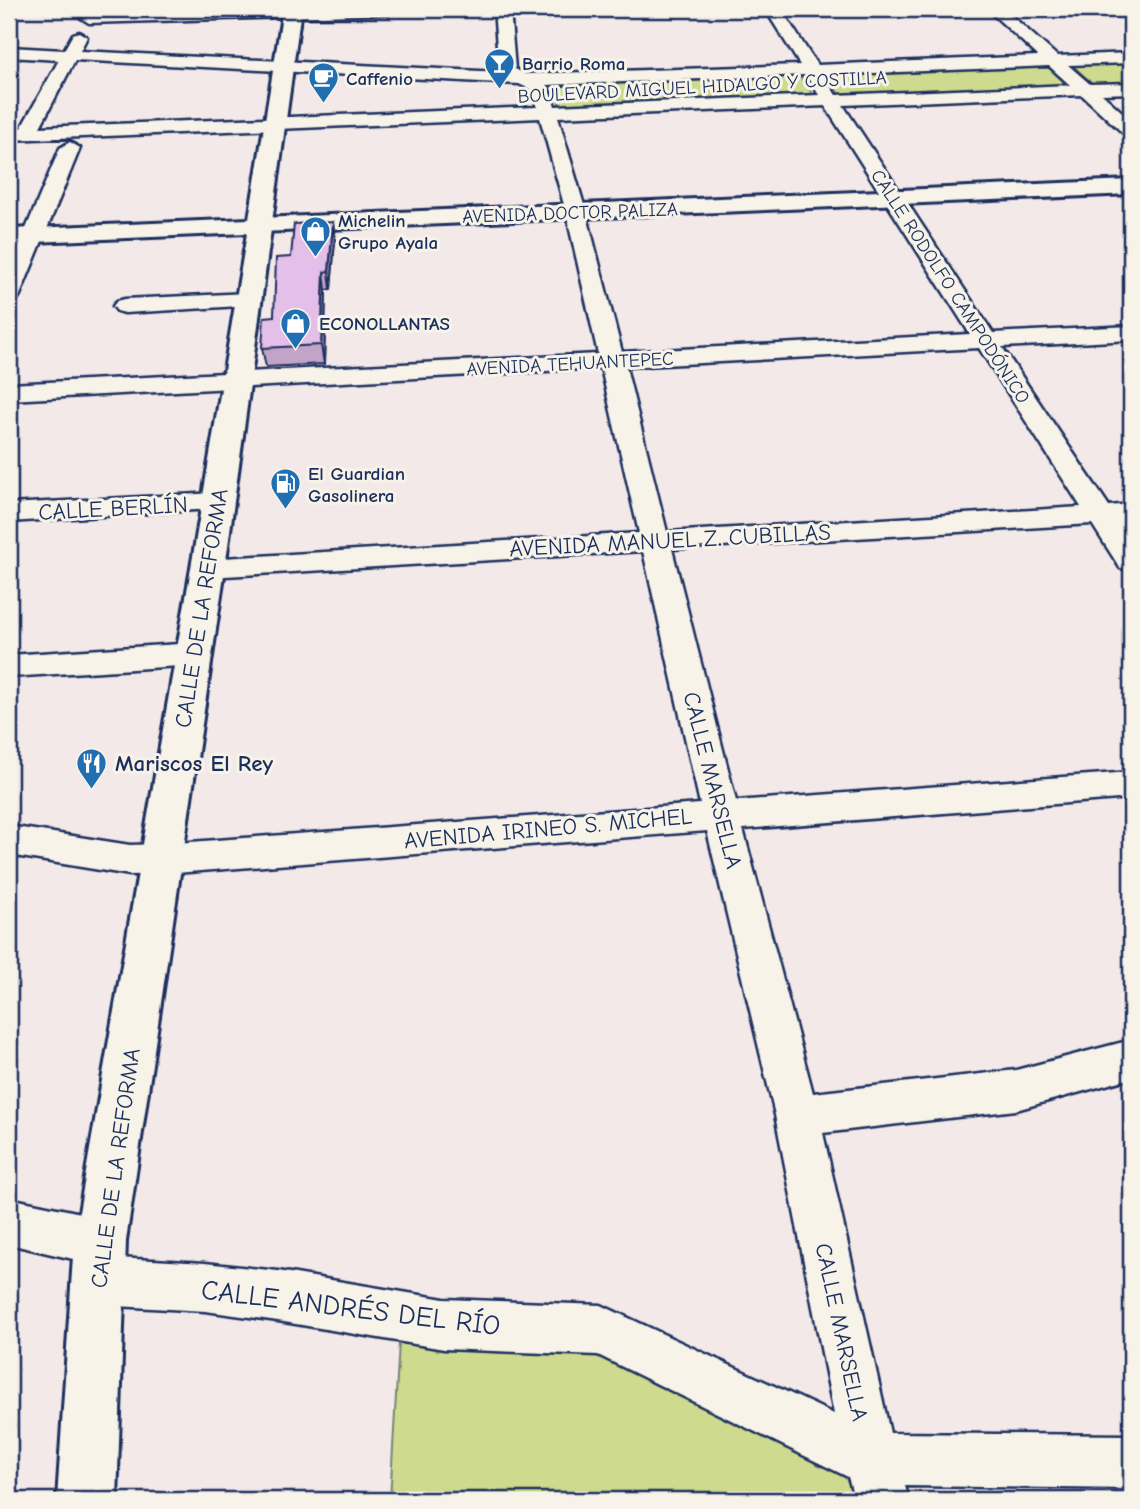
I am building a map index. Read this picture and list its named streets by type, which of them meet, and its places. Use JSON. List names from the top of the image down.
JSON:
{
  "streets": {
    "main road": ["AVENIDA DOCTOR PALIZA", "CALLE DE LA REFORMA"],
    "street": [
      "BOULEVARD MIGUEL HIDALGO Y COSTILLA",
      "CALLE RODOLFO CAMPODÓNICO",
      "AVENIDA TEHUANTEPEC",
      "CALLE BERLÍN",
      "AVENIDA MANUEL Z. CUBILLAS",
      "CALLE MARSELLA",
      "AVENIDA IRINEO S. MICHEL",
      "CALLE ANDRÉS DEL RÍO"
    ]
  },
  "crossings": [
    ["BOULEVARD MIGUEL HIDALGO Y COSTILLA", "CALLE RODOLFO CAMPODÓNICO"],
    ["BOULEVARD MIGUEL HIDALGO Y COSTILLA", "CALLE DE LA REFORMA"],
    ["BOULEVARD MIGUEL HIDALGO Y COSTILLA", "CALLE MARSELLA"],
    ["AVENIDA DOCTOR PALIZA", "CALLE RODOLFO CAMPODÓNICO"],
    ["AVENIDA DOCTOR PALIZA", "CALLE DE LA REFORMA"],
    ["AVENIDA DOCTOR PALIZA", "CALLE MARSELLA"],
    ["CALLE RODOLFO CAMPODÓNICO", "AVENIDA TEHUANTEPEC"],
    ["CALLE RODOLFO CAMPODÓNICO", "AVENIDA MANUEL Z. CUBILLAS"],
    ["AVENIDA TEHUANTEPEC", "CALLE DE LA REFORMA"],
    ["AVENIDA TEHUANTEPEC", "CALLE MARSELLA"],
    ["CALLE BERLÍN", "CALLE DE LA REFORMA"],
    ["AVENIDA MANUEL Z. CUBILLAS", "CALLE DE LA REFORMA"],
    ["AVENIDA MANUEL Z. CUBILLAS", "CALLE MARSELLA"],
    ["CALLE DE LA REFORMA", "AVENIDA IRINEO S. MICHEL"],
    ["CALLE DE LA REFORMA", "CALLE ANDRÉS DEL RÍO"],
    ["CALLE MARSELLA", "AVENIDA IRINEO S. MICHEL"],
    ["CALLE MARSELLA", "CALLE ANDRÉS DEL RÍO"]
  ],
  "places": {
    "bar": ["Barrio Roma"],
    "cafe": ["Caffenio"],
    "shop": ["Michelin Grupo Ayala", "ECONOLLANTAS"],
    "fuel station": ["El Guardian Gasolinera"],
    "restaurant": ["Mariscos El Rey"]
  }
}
● ● ●
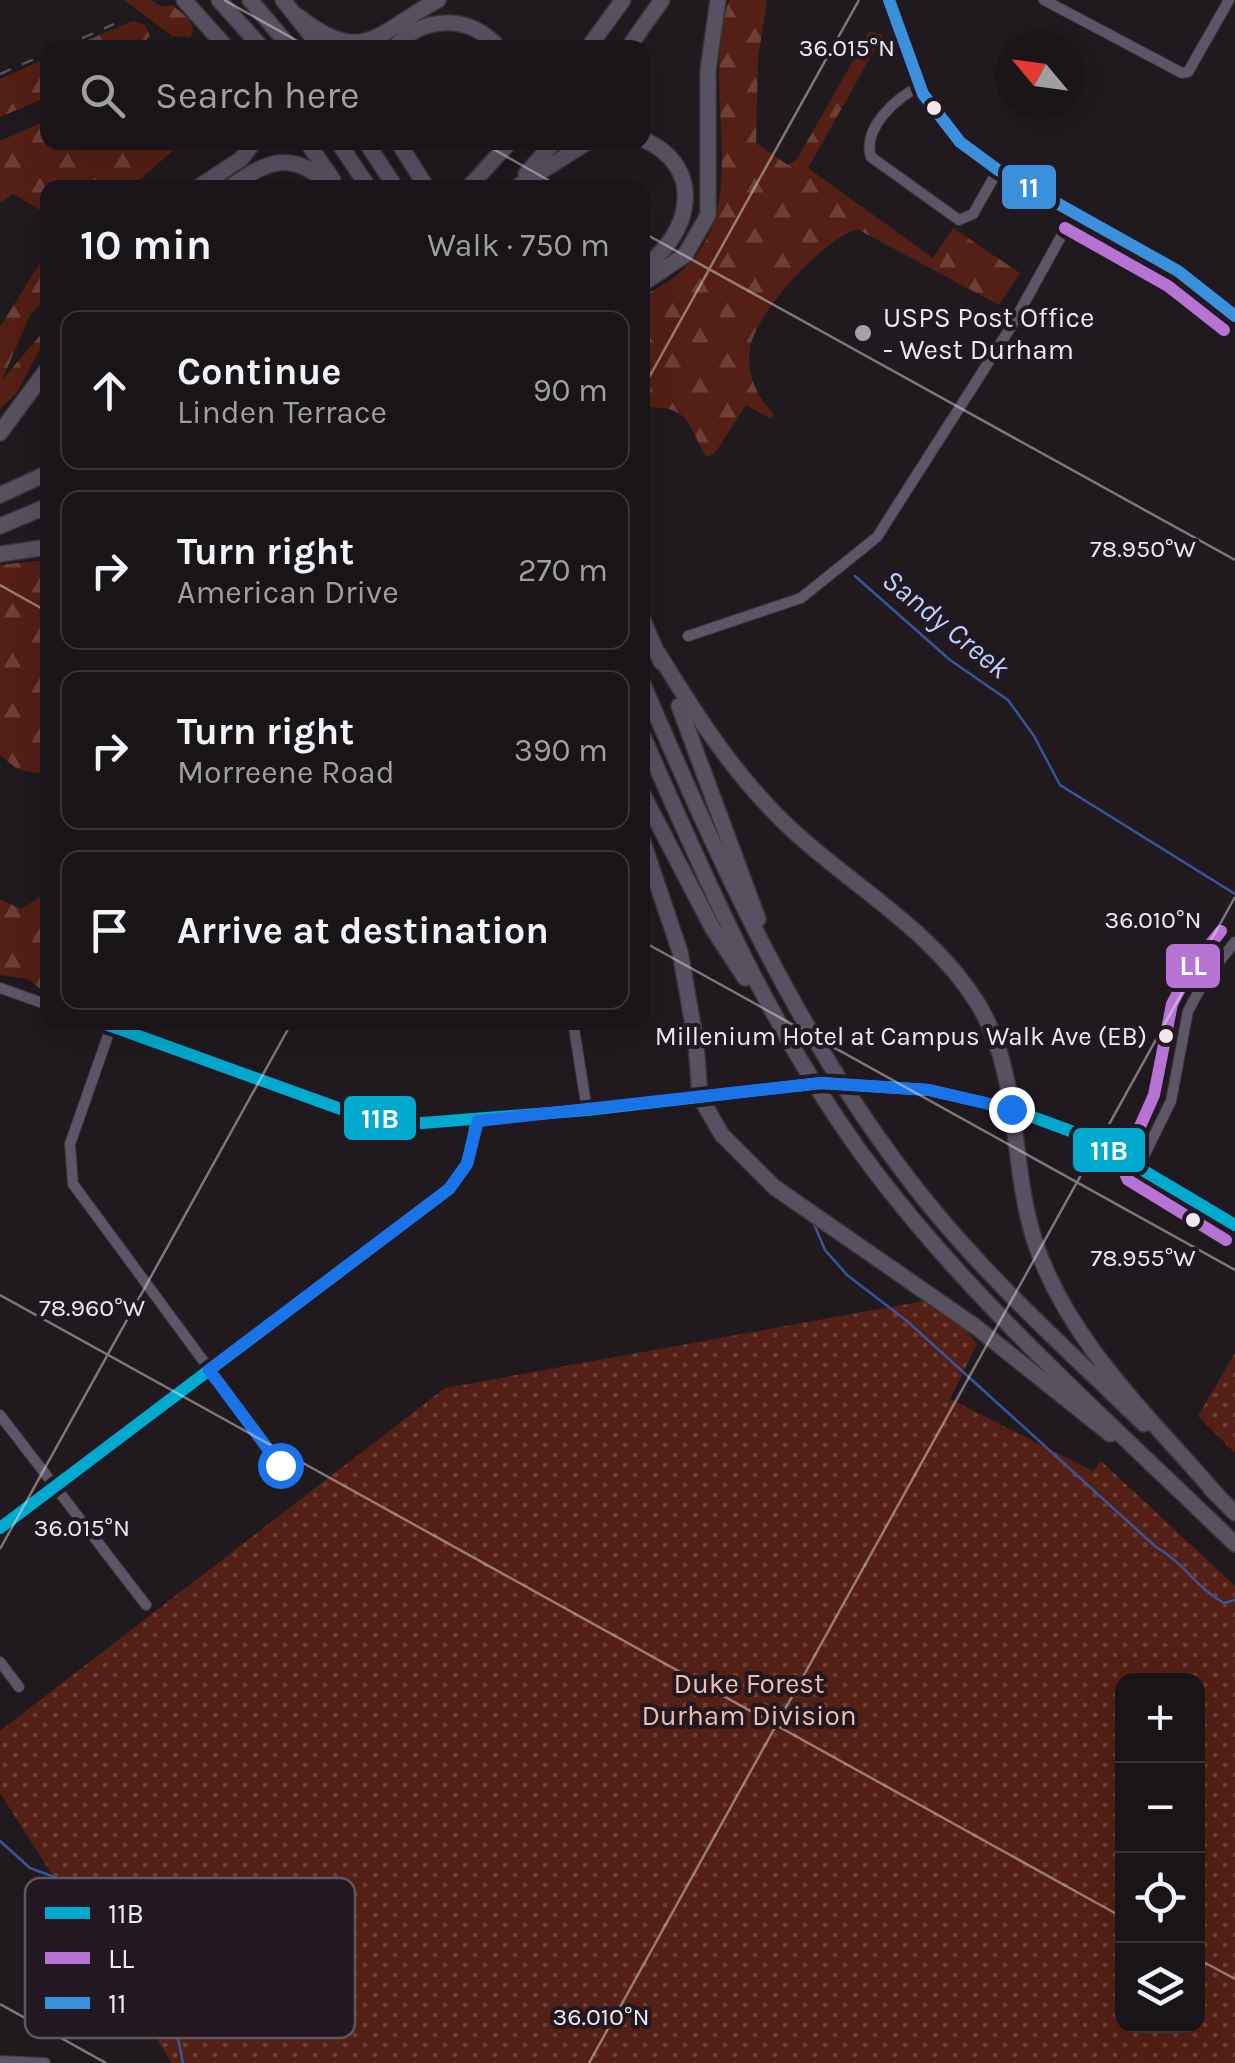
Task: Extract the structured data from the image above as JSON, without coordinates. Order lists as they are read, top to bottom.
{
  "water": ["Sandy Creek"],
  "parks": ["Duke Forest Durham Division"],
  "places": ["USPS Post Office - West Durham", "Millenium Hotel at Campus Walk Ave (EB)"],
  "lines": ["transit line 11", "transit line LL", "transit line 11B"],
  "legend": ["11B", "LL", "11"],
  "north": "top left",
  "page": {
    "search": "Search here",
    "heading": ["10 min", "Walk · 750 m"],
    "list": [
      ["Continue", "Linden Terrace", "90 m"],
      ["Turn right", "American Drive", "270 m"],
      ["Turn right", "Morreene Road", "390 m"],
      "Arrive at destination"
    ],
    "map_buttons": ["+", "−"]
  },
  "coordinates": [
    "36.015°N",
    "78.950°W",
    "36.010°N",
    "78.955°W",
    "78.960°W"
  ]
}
● ● ●
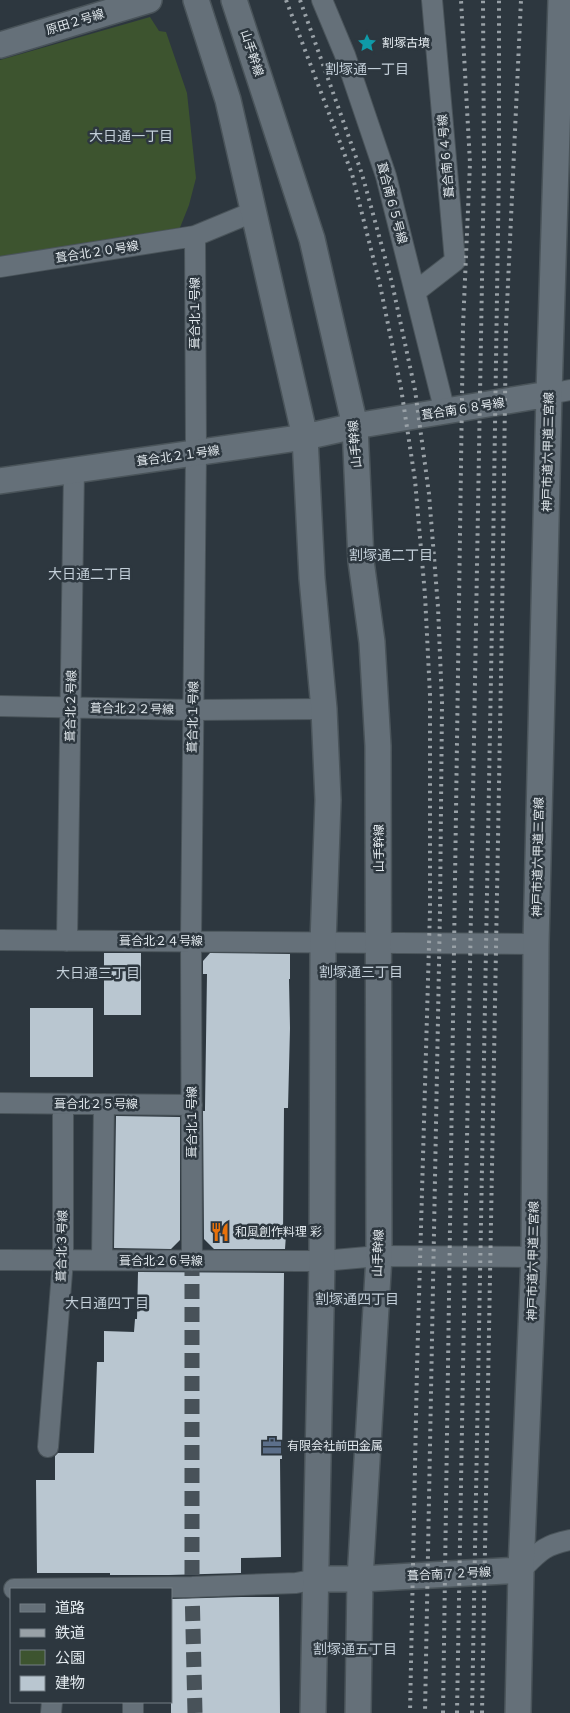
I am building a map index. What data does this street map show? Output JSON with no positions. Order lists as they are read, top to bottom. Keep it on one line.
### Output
● ● ●
INSTRUCTIONS TO FOLLOW.
Tally up the lines above containing "building"; the number is the full answer.

OUTPUT OF THE EXERCISE.
2